## TASK INSTRUCTIONS
Leave the pictures out and restate every line below exactly.

## GIVEN DATA
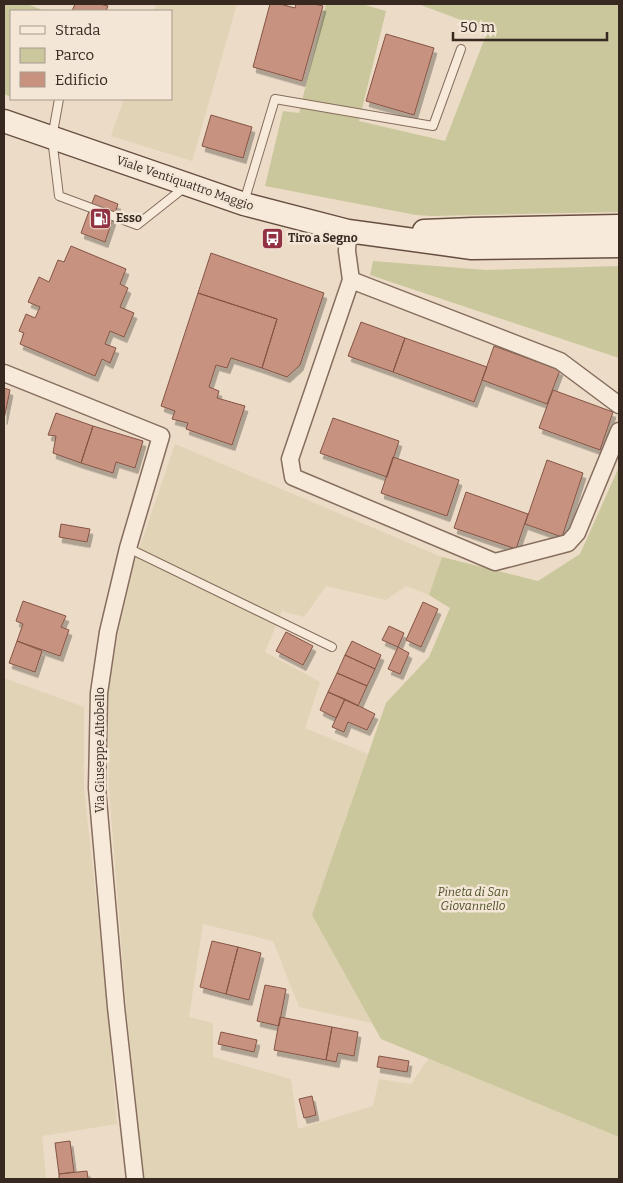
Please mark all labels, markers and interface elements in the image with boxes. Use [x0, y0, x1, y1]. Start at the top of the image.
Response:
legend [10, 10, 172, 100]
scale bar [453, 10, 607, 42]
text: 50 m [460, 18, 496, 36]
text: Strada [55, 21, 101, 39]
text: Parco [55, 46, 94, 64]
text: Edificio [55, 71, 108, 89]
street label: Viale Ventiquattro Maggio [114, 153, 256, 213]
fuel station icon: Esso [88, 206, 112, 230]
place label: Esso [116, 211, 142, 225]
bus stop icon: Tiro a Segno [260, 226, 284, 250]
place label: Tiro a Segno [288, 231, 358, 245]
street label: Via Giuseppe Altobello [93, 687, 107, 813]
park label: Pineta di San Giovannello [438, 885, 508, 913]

## FINISHED EXERCISE
Please mark all labels, markers and interface elements in the image with boxes. Use [x0, y0, x1, y1]. Start at the top of the image.
Response:
legend [10, 10, 172, 100]
scale bar [453, 10, 607, 42]
text: 50 m [460, 18, 496, 36]
text: Strada [55, 21, 101, 39]
text: Parco [55, 46, 94, 64]
text: Edificio [55, 71, 108, 89]
street label: Viale Ventiquattro Maggio [114, 153, 256, 213]
fuel station icon: Esso [88, 206, 112, 230]
place label: Esso [116, 211, 142, 225]
bus stop icon: Tiro a Segno [260, 226, 284, 250]
place label: Tiro a Segno [288, 231, 358, 245]
street label: Via Giuseppe Altobello [93, 687, 107, 813]
park label: Pineta di San Giovannello [438, 885, 508, 913]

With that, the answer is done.